TMPS simplified
A. Basic Definition
Total Measured Procurement Spend (TMPS) is a measure of all expenses incurred by an entity throughout their measurement period, with certain expenses being excluded due to the nature of those expenses. This figure is used to calculate an entity’s procurement scorecard, by measuring B-BBEE spend as a fraction of ‘total spend’ or TMPS.B. Basic explanation
A verification agency will calculate the TMPS of an entity from their financial statements, in the following way:
1) Adding up all the entity’s expenditure on goods and services for the measurement period by summing:
- Cost of Sales;
- Operational Expenditure; and
- Capital Expenditure. They will then:
2) Subtract certain exclusions which represent spend on goods and services for which no B-BBEE certificate is available, or for which they have no choice of services provider. The main exclusions looked at by a Verification Agency are:
- Salaries and wages paid to employees;
- Tax related expenditure such as VAT, and rates and taxes paid to a municipality;
- Imports for which there are no local equivalents.
Treatment of TMPS in our systems
Within the BEEtoolkit, TMPS will always need to be inserted by the user. Within the Supplier Management System however, TMPS can either be inserted by the user, or it can be approximated by the system by selecting ‘sum from the spreadsheet’. In this case, the system will add all the spend items loaded by the user, and use this figure as the TMPS. Please note however, that this is not an accurate TMPS figure, as it is not taken from the entity’s financials, and as such may not include all expense items. Generally, using the approximated TMPS will result in a higher score than the entity will achieve at verification, and should only be used when an accurate calculation from the financials is not practical.

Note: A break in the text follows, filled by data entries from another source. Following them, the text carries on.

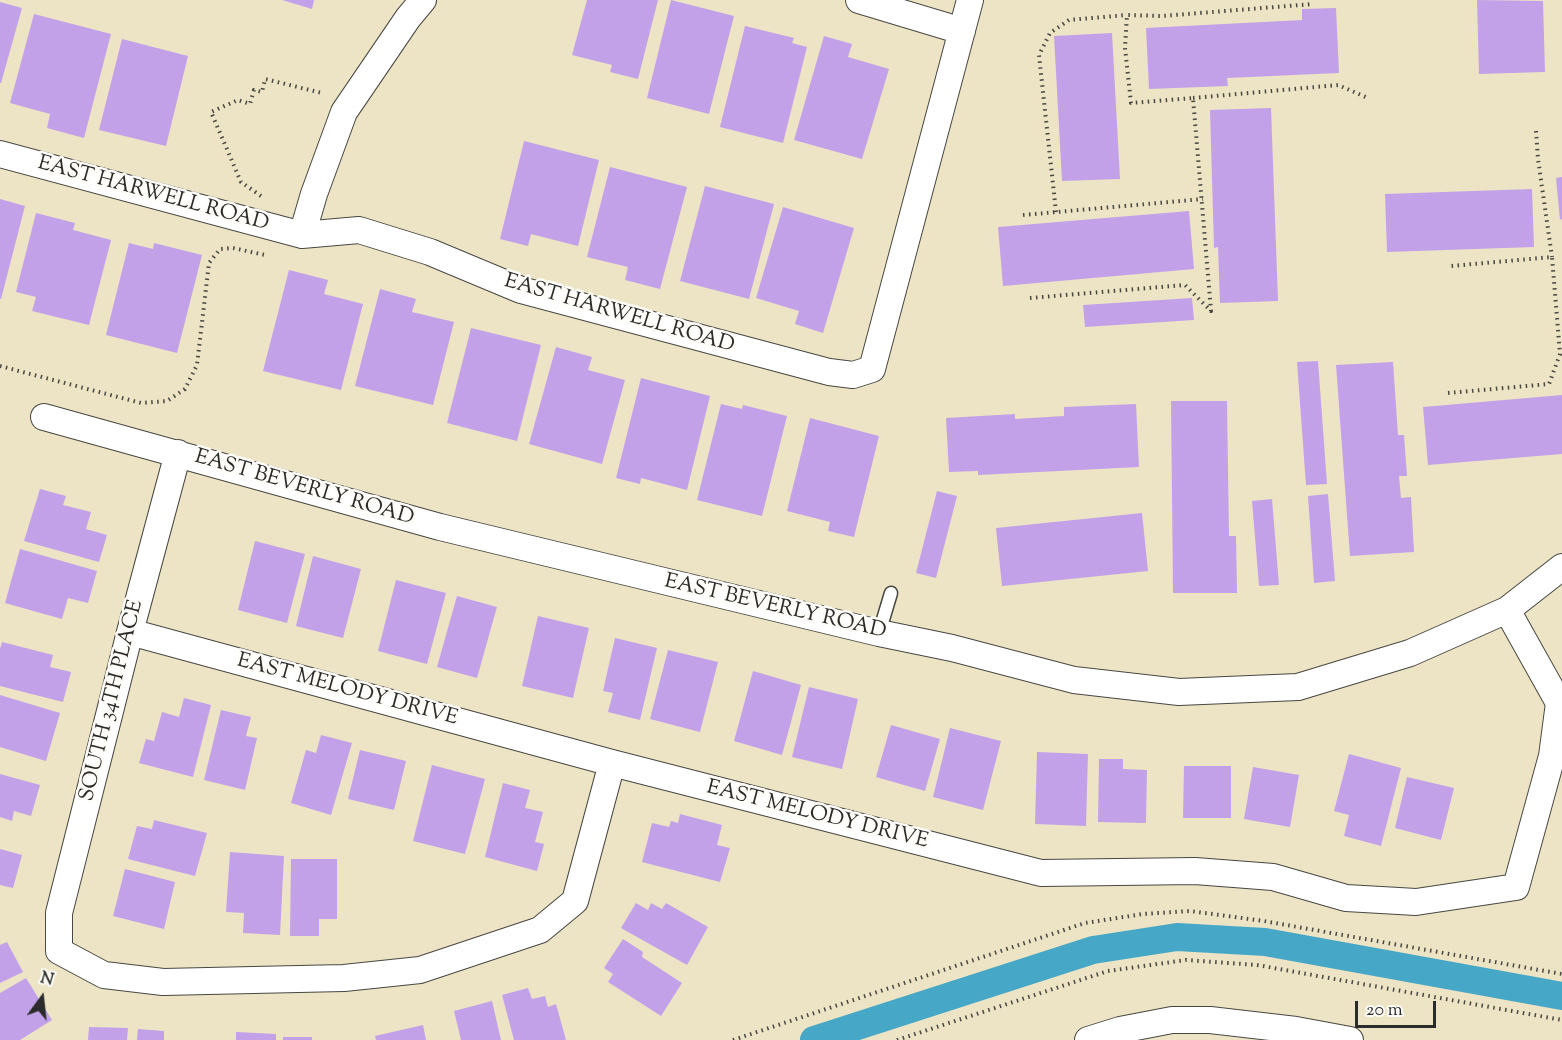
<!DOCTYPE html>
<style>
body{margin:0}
#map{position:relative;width:1562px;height:1040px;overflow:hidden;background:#ece4c5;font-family:"Sorts Mill Goudy",serif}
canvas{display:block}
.north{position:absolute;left:12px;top:968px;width:60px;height:60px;-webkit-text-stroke:4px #fdfcf7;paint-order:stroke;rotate:15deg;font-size:16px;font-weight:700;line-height:24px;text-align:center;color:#2b2b2b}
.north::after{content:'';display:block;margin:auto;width:21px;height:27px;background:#2b2b2b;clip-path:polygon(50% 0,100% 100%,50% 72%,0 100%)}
.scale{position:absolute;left:1355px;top:1001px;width:81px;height:27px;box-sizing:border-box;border:3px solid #2b2b2b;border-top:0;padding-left:8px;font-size:18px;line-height:21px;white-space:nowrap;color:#2b2b2b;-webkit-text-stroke:4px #fdfcf7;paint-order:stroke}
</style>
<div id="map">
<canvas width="1562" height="1040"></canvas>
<div class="north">N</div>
<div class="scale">20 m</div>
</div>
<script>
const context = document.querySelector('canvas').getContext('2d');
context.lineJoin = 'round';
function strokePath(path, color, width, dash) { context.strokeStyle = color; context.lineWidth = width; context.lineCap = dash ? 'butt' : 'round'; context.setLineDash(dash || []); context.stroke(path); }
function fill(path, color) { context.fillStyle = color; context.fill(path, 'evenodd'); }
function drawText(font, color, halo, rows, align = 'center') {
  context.font = font + ' "Sorts Mill Goudy",serif'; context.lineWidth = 5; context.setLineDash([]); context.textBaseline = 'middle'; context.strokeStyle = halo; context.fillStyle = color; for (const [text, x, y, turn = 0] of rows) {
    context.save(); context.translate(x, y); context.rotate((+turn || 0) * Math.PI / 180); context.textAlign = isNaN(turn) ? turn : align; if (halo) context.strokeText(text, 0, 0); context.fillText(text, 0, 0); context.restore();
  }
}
strokePath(new Path2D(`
 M814,1040l279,-90 84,-13 88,5 297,54`), '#47a7c6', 28);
fill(new Path2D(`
 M282,0h32l-2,9z
 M587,0h71l-20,79 -28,-7 2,-7 -40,-10z
 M671,0l63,16 -25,98 -62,-16z
 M1477,0l66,1 2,71 -66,2z
 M0,2l22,6 -21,75h-1z
 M1336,8l3,65 -112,5 1,8 -79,3 -3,-61 156,-8v-11z
 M34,14l77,20 -27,104 -37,-10 3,-14 -40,-11z
 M745,26l49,12 -2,5 15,4 -24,96 -63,-16z
 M1112,33l8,146 -58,2 -8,-145z
 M824,36l28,8 -4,13 41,12 -27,90 -68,-19z
 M122,39l66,17 -22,90 -67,-16z
 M1271,108l7,193 -58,2 -2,-56 -4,1 -4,-138z
 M524,141l75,19 -21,86 -47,-12 -3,12 -28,-7z
 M610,167l77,20 -27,102 -35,-9 3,-13 -41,-10z
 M1562,177v42l-2,1 -4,-42z
 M705,186l69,18 -25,95 -69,-18z
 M1532,189l2,58 -147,5 -2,-58z
 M0,199l25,7 -24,93h-1z
 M783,207l71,21 -31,105 -28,-9 4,-13 -43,-13z
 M1189,211l5,58 -191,17 -5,-59z
 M36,213l39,10 -2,7 38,10 -22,85 -57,-14 4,-14 -20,-5z
 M129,243l24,6 1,-6 48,12 -25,98 -71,-18z
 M289,270l39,10 -4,14 39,10 -22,86 -78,-19z
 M380,289l36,10 -4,13 42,10 -21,83 -78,-19z
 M1192,298l2,22 -109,7 -2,-22z
 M471,328l70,17 -24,96 -70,-18z
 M556,347l36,10 -4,13 37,10 -23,84 -73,-20z
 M1318,361l9,123 -21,1 -9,-123z
 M1393,362l5,73h6l3,41h-8l2,22 10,-1 3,55 -64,4 -14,-191z
 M641,378l69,18 -23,94 -46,-12 -1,6 -24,-6z
 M1562,395v59l-134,11 -5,-58z
 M1171,401h56l2,135h7l1,57h-64z
 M721,404l21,5 1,-4 44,11 -25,100 -65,-16z
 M1136,404l3,63 -161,8v-4l-29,1 -3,-54 69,-4v5l49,-3v-9z
 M810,418l69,18 -25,101 -26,-6 2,-9 -43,-11z
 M40,489l26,7 -3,9 28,7 -5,17 21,6 -8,27 -75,-21z
 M937,491l20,5 -21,82 -20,-5z
 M1328,494l7,87 -21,2 -6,-87z
 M1272,499l7,86 -20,1 -7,-85z
 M1142,513l6,58 -146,15 -6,-58z
 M255,541l50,13 -18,69 -49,-13z
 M20,549l77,22 -9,32 -20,-5 -6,21 -57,-16z
 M313,556l48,13 -18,69 -47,-12z
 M396,580l50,13 -19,71 -49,-13z
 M457,596l40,11 -20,71 -40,-11z
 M538,616l51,12 -16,70 -51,-12z
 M615,638l42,10 -17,72 -32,-8 5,-19 -10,-2z
 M2,642l51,13 -3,12 21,5 -8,30 -63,-16v-37z
 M668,650l50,12 -18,70 -50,-13z
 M753,671l48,14 -19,70 -48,-14z
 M809,687l49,12 -16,70 -50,-12z
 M0,695l60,18 -14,48 -46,-14z
 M184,698l27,7 -18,72 -54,-14 7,-24 8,2 8,-29 17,5z
 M221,710l30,7 -5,19 11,2 -12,52 -41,-10z
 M891,725l49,14 -15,52 -49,-14z
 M950,728l51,13 -18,69 -50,-13z
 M321,735l31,8 -21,72 -40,-12 15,-53 10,3z
 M360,750l46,11 -12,49 -46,-11z
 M1037,752l51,2 -2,72 -51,-2z
 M1349,754l52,14 -20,78 -37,-10 5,-21 -15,-4z
 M1099,759h24v10l24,1 -1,53 -48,-1z
 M432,765l53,14 -20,75 -52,-13z
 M1184,766h47v52h-48z
 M1253,767l46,8 -9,52 -46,-8z
 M0,774l40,11 -9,31 -17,-5 -2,10 -12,-4z
 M1407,777l47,11 -13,52 -46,-12z
 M503,783l27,7 -5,18 18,4 -8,30 9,2 -7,27 -52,-14z
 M680,814l42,11 -5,20 13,3 -10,34 -78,-20 10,-39 17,4 2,-6 7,2z
 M154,820l53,13 -12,43 -67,-17 9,-33 15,3z
 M0,849l22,6 -9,33 -13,-3z
 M230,852l54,4 -4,79 -37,-2 1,-20 -18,-1z
 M291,859h46v60h-18v17h-29z
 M125,869l50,13 -11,47 -51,-13z
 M636,903l12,7 3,-7 11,6 4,-6 42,24 -21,38 -66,-37z
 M623,939l20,13 -1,5 40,26 -21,33 -53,-34 5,-8 -9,-6z
 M7,942l16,30 -23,11v-38z
 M26,978l26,42 -32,20h-20v-47z
 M528,988l4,11 13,-3 3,11 8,-3 10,36h-52l-12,-45z
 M492,1001l9,39h-40l-7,-29z
 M423,1025l3,15h-50l-1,-4z
 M89,1027l39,1 -1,12h-39z
 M138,1029l26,2v9h-27z
 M236,1032l40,2v6h-40z
 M283,1037h29v3h-29z`), '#c3a1e9');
const service = new Path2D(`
 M879,633l12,-40`);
const minor = new Path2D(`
 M859,0l103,31
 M0,154l302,81 57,-5 71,22 91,38 308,82 24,3 19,-6 98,-369
 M302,235l12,-41 30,-82 64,-94 15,-18
 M44,417l396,110 439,106 73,15 122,32 105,12 119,-5 112,-34 97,-43 55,-43
 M178,453l-48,179 -71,281v38l45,24 59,7 181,-4 76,-8 120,-40 35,-29 37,-138
 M130,632l482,131 429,110 154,-2 78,6 73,21 70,4 100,-15 36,-131 7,-53 -52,-93
 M1088,1040l32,-10 52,-10h38l86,10 54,10`);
strokePath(service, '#484742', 15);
strokePath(minor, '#484742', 28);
strokePath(new Path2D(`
 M1193,98l145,-13 30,13
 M1536,131l2,28 14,98
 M261,196l-20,-14 -30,-70 27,-12 12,4 4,-14 8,2 3,-13 57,14
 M1056,212l-17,-157 11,-22 19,-13 58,-5
 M1023,215l180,-16
 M1030,298l155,-13 26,26 -18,-213 -62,5 -6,-55 2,-33 35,1 151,-12
 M0,366l141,37 26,-2 18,-12 12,-24 12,-102 11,-14 13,-1 32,7
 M1448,393l101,-9 11,-30 -8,-97 -101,9
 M733,1040l352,-117 58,-9 47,-3 74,10 298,53
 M897,1040l211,-69 78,-11 71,5 305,55`), '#484742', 4, [1.5, 4.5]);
strokePath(service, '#fff', 12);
strokePath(minor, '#fff', 26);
drawText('21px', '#2b2b2b', '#fdfcf7', [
 ["EAST HARWELL ROAD",153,195,15],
 ["EAST HARWELL ROAD",619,315,16],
 ["EAST BEVERLY ROAD",304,489,16],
 ["EAST BEVERLY ROAD",775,608,13],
 ["EAST MELODY DRIVE",347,691,15],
 ["SOUTH 34TH PLACE",113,701,-76],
 ["EAST MELODY DRIVE",817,816,14]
]);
</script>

TMPS in Detail (as per the 2007 B-BBEE Codes of Good Practice)
A. Technical Definition
Total Measured Procurement Spend (TMPS) can be defined as “all goods and services procured by the measured entity (i.e. entity being verified), other than any portion specifically excluded.”B. Technical explanation
A Verification Agency will calculate the TMPS of an entity from their financial statements in the following way:
1) Add up all the expenditure on goods and services for the measurement period which includes the following:
- Cost of sales;
- Operational expenditure;
- Capital Expenditure;
- Public sector procurement procured from organs of state and public entities listed in Schedule 2 and 3 to the Public Management Act of 1998;
- Monopolistic procurement from suppliers in a monopolistic position;
- Third-party procurement where the cost of that procurement is an expense recorded in the measured entity’s annual financial statements;
- Labour brokers and independent contractors, i.e. outsourced labour expenditure;
- Pension and medical aid contributions for the measured entity’s employees, excluding any capital investment portion;
- Trade commission;
- Empowerment related expenditure, i.e. expenditure incurred in facilitating Enterprise Development and Socio-Economic Development contributions;
- Imports from a non-South African source
- Intra-group procurement
And then
2) Subtract the following exclusions from this amount:
- Taxation or any amount payable to any person which represents a lawful tax or levy imposed by an organ of state authorised to impose such tax or levy, including rates imposed by a municipality or other local government;
- Public sector procurement from organs of state and public entities listed in Schedule 1 to the Public Management Act of 1998. Despite this, procurement from a local government authority, which is a reseller of that service, is measurable at the B-BBEE recognition level of the primary supplier of such goods or services;
- Procurement from any organ of state or public entity which enjoys a statutory or regulated monopoly in the supply of such goods or services;
- Salaries, wages, remunerations and emoluments payable to an employee or director as an element of their salary or wage;
- Pass-through third-party procurement where the cost of that procurement is an expense recorded in the third-party’s annual financial statements and is not recorded in the measured entity’s annual financial statements;
- Empowerment related procurement, i.e. investments in or loans to an Associated Enterprise or investments, loans or donations qualifying for recognition under Enterprise Development or Socio-Economic Development;
- Imports, if they meet the following criteria:
- i. Imported capital goods or components for value-added production in South Africa for which:
- There is no existing local production of such capital goods or components; and
- Importing those capital goods or components promotes further value-added production within South Africa;
- ii. Imported goods and services other than those listed in (i.) above if there is no local production of those goods or services including, but not limited to, imported goods or services that:
- Carry a brand different to the locally produces goods or services; or
- Have different technical specifications to the locally produced goods or services.